For background, see the original paper: https://doi.org/10.7554/eLife.100361.2

## Geometry-first rationale (short)

We approximate the **Laplace–Beltrami operator (LBO)** by learning well-weighted similarity graphs and their Laplacian/diffusion operators. The **eigenfunctions** of these operators form an orthonormal basis—the **spectral scaffold**—that captures the dataset’s intrinsic geometry across scales.
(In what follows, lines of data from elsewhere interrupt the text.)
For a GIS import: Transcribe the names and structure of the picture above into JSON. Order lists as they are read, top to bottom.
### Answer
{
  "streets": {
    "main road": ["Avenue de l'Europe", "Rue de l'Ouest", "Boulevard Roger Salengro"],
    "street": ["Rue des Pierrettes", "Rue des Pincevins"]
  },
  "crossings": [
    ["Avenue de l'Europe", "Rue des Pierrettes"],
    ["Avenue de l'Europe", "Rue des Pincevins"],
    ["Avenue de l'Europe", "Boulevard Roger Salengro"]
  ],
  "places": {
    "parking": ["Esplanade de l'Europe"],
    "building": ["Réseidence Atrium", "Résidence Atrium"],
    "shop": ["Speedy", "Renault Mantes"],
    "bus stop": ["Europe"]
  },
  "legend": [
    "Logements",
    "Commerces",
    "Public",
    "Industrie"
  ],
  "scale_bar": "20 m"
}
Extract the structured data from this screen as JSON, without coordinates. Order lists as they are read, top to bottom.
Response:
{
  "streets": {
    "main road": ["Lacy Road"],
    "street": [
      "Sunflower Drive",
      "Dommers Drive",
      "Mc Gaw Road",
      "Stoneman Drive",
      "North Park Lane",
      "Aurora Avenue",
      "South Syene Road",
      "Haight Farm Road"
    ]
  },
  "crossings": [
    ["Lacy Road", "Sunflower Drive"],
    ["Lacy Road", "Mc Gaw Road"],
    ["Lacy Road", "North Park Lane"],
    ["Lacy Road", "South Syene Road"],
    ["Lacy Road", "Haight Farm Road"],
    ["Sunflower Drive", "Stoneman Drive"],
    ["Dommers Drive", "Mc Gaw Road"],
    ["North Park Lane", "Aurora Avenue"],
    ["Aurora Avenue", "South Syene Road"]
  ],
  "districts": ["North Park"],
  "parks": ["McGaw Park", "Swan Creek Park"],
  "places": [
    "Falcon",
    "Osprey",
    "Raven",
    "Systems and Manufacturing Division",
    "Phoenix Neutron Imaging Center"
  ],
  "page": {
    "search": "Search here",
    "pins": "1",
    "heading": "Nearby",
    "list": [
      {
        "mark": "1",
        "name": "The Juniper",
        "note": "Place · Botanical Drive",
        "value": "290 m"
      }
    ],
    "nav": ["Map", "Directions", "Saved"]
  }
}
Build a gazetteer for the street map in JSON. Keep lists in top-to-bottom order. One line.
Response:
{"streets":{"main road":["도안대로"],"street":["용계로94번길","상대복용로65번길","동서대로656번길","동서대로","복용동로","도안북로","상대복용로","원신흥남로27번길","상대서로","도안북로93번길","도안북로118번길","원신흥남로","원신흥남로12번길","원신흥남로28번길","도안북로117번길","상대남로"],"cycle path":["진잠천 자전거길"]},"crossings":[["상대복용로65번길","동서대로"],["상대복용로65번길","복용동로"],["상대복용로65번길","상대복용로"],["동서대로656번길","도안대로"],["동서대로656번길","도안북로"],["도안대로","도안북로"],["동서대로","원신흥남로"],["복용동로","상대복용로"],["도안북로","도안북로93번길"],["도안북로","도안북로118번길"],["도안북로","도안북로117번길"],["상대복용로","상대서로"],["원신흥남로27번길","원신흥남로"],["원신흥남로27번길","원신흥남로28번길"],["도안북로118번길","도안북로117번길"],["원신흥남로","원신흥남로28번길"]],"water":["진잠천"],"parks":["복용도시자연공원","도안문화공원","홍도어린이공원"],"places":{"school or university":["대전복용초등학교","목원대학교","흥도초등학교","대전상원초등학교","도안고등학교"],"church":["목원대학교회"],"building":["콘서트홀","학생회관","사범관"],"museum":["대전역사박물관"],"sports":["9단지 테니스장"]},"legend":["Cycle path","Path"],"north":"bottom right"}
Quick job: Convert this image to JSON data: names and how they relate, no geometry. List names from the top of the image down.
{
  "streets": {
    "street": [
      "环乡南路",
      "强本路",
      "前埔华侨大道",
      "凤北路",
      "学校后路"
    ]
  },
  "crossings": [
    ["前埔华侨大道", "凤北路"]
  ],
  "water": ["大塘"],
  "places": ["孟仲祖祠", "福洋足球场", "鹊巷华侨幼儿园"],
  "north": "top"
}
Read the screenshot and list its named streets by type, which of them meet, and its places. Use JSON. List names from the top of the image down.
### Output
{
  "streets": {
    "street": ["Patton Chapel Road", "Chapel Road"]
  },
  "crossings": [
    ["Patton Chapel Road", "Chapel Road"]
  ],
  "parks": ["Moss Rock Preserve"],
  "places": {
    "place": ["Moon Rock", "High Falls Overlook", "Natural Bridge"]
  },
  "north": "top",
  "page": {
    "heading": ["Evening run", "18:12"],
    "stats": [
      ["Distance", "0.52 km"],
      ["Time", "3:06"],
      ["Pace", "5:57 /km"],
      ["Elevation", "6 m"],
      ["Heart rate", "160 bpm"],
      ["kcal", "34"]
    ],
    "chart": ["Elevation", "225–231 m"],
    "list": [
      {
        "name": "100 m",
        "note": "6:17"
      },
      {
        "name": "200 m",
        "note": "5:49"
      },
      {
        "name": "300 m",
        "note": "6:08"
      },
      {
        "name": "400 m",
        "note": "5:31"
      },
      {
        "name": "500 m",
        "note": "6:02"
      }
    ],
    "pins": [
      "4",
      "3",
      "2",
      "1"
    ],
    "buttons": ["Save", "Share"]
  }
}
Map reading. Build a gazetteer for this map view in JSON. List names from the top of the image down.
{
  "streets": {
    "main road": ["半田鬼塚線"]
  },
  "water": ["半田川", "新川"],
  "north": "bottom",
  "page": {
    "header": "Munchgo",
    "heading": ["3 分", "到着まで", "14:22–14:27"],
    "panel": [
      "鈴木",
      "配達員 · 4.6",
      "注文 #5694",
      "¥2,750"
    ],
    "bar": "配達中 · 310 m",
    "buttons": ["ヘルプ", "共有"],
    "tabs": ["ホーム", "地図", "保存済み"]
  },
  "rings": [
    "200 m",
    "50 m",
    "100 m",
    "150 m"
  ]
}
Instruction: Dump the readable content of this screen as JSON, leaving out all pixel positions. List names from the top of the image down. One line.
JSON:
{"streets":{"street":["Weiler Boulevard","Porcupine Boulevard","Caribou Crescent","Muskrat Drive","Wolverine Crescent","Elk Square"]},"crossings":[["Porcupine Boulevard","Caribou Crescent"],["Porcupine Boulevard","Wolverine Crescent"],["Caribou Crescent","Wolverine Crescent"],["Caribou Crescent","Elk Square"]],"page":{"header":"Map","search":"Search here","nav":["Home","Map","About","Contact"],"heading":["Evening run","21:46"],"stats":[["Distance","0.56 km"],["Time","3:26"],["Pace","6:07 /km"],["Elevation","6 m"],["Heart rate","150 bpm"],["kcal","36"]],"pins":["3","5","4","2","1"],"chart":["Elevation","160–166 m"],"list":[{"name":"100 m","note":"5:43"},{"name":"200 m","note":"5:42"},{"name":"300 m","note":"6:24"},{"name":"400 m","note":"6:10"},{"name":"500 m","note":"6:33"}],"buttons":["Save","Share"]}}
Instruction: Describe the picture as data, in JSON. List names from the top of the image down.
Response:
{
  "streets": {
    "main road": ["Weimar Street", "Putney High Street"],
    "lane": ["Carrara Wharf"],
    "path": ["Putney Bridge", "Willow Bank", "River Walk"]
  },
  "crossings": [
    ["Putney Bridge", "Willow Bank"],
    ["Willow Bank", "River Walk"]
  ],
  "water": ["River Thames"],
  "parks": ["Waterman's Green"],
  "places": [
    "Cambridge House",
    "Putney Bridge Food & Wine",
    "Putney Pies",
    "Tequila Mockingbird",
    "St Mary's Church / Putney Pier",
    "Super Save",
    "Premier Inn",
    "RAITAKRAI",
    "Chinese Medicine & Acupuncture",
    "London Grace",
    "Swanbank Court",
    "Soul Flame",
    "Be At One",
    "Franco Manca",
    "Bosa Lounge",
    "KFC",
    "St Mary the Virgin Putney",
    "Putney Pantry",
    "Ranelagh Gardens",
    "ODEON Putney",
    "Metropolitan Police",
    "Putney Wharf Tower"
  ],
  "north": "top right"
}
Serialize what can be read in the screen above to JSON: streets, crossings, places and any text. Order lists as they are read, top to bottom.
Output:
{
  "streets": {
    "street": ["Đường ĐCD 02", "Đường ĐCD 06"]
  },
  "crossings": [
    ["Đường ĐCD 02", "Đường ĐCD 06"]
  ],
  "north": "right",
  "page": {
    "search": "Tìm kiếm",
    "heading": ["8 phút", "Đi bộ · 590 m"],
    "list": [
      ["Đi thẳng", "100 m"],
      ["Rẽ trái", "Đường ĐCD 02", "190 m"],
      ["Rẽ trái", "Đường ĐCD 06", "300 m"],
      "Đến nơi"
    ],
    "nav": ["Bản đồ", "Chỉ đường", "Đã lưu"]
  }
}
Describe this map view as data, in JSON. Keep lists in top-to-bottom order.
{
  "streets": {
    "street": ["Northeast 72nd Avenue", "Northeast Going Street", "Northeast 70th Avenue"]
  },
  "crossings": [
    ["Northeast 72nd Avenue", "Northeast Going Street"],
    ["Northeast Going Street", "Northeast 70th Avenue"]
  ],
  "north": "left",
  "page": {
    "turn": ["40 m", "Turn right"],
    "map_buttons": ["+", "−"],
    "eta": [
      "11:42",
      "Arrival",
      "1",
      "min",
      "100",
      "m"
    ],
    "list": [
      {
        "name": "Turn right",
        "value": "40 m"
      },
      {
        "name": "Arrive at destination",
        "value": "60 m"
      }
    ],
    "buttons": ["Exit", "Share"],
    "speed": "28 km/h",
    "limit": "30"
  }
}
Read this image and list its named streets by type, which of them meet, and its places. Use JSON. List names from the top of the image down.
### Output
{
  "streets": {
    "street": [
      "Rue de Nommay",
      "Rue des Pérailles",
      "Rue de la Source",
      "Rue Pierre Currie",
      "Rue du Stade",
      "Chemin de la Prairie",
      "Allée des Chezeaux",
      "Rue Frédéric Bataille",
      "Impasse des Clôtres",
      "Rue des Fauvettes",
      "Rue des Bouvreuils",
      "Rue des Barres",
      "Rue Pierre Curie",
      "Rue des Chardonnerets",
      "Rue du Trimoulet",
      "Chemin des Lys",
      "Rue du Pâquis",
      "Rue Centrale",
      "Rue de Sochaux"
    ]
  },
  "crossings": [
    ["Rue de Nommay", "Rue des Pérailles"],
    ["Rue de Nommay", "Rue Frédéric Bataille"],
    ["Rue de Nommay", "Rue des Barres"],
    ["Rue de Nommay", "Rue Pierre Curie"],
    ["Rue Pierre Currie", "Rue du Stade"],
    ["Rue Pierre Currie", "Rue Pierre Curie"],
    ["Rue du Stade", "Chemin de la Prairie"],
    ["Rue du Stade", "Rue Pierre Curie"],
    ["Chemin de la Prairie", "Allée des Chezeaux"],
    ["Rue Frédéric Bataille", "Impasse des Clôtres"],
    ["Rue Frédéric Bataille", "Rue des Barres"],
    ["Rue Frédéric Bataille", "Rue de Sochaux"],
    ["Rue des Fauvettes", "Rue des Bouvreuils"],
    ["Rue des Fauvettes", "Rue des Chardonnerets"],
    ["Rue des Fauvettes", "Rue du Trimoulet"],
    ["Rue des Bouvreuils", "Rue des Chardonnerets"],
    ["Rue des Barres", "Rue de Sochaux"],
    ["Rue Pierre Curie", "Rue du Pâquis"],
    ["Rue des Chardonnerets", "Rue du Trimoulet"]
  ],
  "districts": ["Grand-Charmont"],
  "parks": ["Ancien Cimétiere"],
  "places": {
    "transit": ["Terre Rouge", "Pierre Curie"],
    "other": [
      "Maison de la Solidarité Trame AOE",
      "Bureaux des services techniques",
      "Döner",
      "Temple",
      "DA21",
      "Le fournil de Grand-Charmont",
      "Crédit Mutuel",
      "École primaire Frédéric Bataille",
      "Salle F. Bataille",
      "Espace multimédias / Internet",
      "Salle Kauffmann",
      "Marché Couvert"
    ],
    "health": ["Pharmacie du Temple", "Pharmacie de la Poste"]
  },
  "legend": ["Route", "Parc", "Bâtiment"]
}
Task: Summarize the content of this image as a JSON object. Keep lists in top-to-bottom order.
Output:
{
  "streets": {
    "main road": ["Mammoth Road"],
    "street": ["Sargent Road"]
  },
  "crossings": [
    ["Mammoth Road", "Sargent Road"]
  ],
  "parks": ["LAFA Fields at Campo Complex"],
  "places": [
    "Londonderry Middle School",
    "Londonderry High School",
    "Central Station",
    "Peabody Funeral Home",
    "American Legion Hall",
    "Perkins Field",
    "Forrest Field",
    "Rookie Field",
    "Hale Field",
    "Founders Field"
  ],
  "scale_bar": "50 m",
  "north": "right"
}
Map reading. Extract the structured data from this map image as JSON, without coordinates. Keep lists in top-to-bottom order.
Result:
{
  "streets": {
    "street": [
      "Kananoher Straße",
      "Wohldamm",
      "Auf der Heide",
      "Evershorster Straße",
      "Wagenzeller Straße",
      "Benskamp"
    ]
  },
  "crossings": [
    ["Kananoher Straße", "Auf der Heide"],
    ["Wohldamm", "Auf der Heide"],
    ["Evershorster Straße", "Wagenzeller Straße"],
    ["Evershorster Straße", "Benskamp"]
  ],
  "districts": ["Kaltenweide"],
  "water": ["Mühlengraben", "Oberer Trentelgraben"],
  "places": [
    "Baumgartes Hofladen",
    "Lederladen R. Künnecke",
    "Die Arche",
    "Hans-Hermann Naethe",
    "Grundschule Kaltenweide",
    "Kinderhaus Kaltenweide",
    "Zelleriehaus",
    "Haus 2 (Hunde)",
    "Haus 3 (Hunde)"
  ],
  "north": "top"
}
This view connects to **Diffusion Maps**, **Laplacian Eigenmaps**, and related kernel eigenmaps, and enables downstream tasks such as clustering and graph-layout optimization with geometry preserved.

## When to use TopoMetry

Use TopoMetry when you want:

- Geometry-faithful representations beyond variance maximization (e.g., PCA)
- Robust low-dimensional views and clustering from operator-grounded features
- Quantitative **operator-native** metrics to compare methods and parameter choices
- Reproducible, **non-destructive** pipelines

Empirically, TopoMetry often outperforms PCA-based pipelines and stand-alone layouts. Still, **let the data decide**—TopoMetry includes metrics and reports to support evidence-based choices.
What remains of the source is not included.